The United States Bankruptcy Court for the Western District of Michigan recently issued an opinion in a case that involved mutual claims between the debtor and a creditor, and lifted the automatic stay to allow a creditor to exercise “setoff” rights provided by state law to recover its debt.1
The case involves a Chapter 13 debtor who owed Michigan State University Federal Credit Union (the “Credit Union”) approximately $11,000 in credit card debt. In 2006, the debtor and her two minor children opened two accounts at the Credit Union, which ultimately took the form of three certificates of deposit (the “CDs”) in the face amount of $11,000. The account documents described the debtor and her children as joint parties.
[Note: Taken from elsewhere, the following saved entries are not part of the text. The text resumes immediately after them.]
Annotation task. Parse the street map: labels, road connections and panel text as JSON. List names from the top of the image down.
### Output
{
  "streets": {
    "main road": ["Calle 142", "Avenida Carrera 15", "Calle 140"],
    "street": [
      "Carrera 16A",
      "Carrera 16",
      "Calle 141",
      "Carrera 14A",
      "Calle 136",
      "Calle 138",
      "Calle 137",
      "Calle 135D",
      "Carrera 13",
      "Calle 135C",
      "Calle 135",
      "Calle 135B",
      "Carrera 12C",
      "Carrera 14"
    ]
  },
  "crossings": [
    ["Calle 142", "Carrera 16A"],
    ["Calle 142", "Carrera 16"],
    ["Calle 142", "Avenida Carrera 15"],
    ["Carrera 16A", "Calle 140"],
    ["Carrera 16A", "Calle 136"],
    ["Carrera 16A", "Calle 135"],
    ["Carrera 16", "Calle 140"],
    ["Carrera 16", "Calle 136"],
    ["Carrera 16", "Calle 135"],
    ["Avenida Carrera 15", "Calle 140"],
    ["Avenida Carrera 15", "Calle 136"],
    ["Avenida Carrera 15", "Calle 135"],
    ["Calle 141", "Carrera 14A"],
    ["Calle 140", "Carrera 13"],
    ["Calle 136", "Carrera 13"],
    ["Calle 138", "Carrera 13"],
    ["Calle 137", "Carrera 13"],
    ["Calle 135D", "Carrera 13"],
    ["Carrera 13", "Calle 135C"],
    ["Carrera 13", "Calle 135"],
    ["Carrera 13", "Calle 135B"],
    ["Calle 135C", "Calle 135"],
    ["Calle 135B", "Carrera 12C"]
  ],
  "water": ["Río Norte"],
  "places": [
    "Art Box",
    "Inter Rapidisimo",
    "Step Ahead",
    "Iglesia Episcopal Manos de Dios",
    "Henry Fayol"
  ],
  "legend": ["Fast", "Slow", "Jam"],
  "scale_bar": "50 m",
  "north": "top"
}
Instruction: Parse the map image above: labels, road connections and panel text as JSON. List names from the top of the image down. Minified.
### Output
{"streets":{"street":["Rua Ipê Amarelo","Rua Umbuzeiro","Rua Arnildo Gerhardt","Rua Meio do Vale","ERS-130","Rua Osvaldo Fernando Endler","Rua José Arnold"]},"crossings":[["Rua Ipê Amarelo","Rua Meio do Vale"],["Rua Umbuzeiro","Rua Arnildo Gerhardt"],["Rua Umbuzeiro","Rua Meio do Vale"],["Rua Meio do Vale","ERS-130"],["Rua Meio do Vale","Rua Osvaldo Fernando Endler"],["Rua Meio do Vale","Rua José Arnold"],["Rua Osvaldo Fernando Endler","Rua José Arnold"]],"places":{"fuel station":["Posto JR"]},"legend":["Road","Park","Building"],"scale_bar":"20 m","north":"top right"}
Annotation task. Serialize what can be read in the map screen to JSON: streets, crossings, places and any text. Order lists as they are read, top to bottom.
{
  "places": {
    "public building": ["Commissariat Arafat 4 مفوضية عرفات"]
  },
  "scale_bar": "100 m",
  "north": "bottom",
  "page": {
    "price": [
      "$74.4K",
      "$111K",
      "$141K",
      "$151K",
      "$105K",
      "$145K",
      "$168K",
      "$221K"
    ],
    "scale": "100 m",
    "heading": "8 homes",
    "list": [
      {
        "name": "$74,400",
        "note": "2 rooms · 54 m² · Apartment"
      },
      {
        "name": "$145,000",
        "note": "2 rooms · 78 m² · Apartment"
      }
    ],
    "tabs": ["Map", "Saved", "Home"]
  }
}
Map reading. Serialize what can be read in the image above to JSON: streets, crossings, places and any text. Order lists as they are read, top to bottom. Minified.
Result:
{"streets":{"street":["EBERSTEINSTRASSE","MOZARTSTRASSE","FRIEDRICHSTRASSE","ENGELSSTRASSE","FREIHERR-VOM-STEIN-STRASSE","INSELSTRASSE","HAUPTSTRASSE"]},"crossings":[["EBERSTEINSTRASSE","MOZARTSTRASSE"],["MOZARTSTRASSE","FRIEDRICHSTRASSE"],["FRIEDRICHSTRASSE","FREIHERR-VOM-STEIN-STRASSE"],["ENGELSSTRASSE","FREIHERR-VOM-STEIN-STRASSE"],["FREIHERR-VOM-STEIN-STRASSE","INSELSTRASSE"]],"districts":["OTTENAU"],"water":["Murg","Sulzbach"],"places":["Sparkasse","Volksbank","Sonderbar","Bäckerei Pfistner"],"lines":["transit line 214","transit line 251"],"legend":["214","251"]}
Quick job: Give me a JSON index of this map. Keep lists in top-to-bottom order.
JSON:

As a joint owner, the debtor had the right to withdraw the funds in the CDs.
In light of its claim for credit card debt against the Debtor, the Credit Union administratively froze the CDs. It then filed a motion seeking relief from the automatic stay in order to offset the value of the CDs against the debt owed the Credit Union. The Credit Union relied on the account agreement, which the Credit Union argued granted it a security interest in the CDs, when seeking relief from stay. The Credit Union also relied on statutory lien rights, provided by MCL § 490.361(4), to substantiate cause to grant relief from stay.
The Parties’ Argument and Court’s Analysis
Pursuant to Section 553 of the Bankruptcy Code, bankruptcy "does not affect any right of a creditor to offset a mutual debt…" While there are limitations on this Code section, the general rule is that a creditor and debtor may setoff mutual pre-petition claims or mutual post-petition claims against each other.
The primary argument addressed by the bankruptcy court related to whether the Credit Union could exercise setoff despite the fact that the children were joint owners of the CDs but not indebted to the Credit Union. The debtor and the Chapter 13 trustee in the case objected to the relief sought by the Credit Union because, they argued, the CDs belonged to the children. They asserted that because there was no mutuality of obligations (that is, the Credit Union had no claim against the children), Section 553 did not authorize setoff. According to the debtor and the trustee, the automatic stay should therefore not be lifted.
The bankruptcy court ruled in favor of the Credit Union and granted its motion to lift the automatic stay to allow the Credit Union to exercise its setoff rights against the CDs. The court explained that the debtor’s and trustee’s argument that the children owned the CDs actually works in the Credit Union’s favor. If the children owned the CDs, then it would mean that the debtor had no equity in the CDs, and they were not needed for the debtor's reorganization. As the bankruptcy court explained, “[t]heir argument against granting relief from stay actually points in favor of lifting it.”
The debtor and trustee also argued that the co-debtor stay found in Section 1301(a) of the Bankruptcy Code, which protects a non-debtor jointly responsible for a debt, should not be lifted to allow the Credit Union to exercise setoff rights. The bankruptcy court dismissed this argument as well, explaining that since the CDs were created as multi-party accounts, the CDs “effectively secured” the debtor’s debt to the Credit Union, which would trigger the co-debtor stay. But since the debtor’s Chapter 13 plan does not identify the Credit Union as a secured creditor, the bankruptcy court inferred that the debtor proposed to treat the Credit Union as an unsecured creditor. Accordingly, because the plan did not propose to pay the Credit Union in full as an unsecured creditor, relief from the co-debtor stay was appropriate, even assuming the CDs belong to the children, in whole or in part.